_Exercise aim_: Print every record exactly.

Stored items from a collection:
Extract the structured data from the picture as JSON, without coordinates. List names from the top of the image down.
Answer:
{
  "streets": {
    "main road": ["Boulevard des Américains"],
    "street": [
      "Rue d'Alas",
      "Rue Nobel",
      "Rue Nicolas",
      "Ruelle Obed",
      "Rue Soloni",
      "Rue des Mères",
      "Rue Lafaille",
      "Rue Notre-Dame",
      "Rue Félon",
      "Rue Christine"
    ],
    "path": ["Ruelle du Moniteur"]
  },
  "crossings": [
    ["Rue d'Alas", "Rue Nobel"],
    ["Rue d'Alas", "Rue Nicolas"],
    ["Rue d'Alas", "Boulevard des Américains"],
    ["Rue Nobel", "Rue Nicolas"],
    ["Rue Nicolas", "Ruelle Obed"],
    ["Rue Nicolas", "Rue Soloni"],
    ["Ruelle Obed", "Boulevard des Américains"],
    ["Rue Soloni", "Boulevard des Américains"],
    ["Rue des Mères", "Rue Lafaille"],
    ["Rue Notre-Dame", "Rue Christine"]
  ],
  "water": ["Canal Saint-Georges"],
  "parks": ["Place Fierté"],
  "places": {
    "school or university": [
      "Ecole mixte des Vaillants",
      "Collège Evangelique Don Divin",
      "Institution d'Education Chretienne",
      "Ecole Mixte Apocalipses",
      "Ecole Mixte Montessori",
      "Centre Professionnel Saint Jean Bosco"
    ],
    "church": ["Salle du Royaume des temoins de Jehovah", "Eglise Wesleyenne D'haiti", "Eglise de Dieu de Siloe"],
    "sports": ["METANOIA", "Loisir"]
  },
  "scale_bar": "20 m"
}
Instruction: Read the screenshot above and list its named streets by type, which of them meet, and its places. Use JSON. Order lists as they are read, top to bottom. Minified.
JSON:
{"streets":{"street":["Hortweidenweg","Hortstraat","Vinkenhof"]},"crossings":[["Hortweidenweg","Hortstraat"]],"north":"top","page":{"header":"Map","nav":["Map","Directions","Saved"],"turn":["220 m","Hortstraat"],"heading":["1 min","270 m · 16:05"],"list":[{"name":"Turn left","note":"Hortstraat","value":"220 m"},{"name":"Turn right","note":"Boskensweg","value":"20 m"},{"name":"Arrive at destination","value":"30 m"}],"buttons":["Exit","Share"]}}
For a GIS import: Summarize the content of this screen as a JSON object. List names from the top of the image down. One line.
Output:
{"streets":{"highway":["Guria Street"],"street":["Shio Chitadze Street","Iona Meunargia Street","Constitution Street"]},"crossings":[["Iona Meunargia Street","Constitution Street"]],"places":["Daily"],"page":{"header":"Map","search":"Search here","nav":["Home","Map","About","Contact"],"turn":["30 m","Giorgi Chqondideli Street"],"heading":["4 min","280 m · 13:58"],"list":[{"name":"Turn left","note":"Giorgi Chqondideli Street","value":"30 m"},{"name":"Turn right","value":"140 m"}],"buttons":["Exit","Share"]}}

_Expected answer_:
Extract the structured data from the picture as JSON, without coordinates. List names from the top of the image down.
Answer:
{
  "streets": {
    "main road": ["Boulevard des Américains"],
    "street": [
      "Rue d'Alas",
      "Rue Nobel",
      "Rue Nicolas",
      "Ruelle Obed",
      "Rue Soloni",
      "Rue des Mères",
      "Rue Lafaille",
      "Rue Notre-Dame",
      "Rue Félon",
      "Rue Christine"
    ],
    "path": ["Ruelle du Moniteur"]
  },
  "crossings": [
    ["Rue d'Alas", "Rue Nobel"],
    ["Rue d'Alas", "Rue Nicolas"],
    ["Rue d'Alas", "Boulevard des Américains"],
    ["Rue Nobel", "Rue Nicolas"],
    ["Rue Nicolas", "Ruelle Obed"],
    ["Rue Nicolas", "Rue Soloni"],
    ["Ruelle Obed", "Boulevard des Américains"],
    ["Rue Soloni", "Boulevard des Américains"],
    ["Rue des Mères", "Rue Lafaille"],
    ["Rue Notre-Dame", "Rue Christine"]
  ],
  "water": ["Canal Saint-Georges"],
  "parks": ["Place Fierté"],
  "places": {
    "school or university": [
      "Ecole mixte des Vaillants",
      "Collège Evangelique Don Divin",
      "Institution d'Education Chretienne",
      "Ecole Mixte Apocalipses",
      "Ecole Mixte Montessori",
      "Centre Professionnel Saint Jean Bosco"
    ],
    "church": ["Salle du Royaume des temoins de Jehovah", "Eglise Wesleyenne D'haiti", "Eglise de Dieu de Siloe"],
    "sports": ["METANOIA", "Loisir"]
  },
  "scale_bar": "20 m"
}
Instruction: Read the screenshot above and list its named streets by type, which of them meet, and its places. Use JSON. Order lists as they are read, top to bottom. Minified.
JSON:
{"streets":{"street":["Hortweidenweg","Hortstraat","Vinkenhof"]},"crossings":[["Hortweidenweg","Hortstraat"]],"north":"top","page":{"header":"Map","nav":["Map","Directions","Saved"],"turn":["220 m","Hortstraat"],"heading":["1 min","270 m · 16:05"],"list":[{"name":"Turn left","note":"Hortstraat","value":"220 m"},{"name":"Turn right","note":"Boskensweg","value":"20 m"},{"name":"Arrive at destination","value":"30 m"}],"buttons":["Exit","Share"]}}
For a GIS import: Summarize the content of this screen as a JSON object. List names from the top of the image down. One line.
Output:
{"streets":{"highway":["Guria Street"],"street":["Shio Chitadze Street","Iona Meunargia Street","Constitution Street"]},"crossings":[["Iona Meunargia Street","Constitution Street"]],"places":["Daily"],"page":{"header":"Map","search":"Search here","nav":["Home","Map","About","Contact"],"turn":["30 m","Giorgi Chqondideli Street"],"heading":["4 min","280 m · 13:58"],"list":[{"name":"Turn left","note":"Giorgi Chqondideli Street","value":"30 m"},{"name":"Turn right","value":"140 m"}],"buttons":["Exit","Share"]}}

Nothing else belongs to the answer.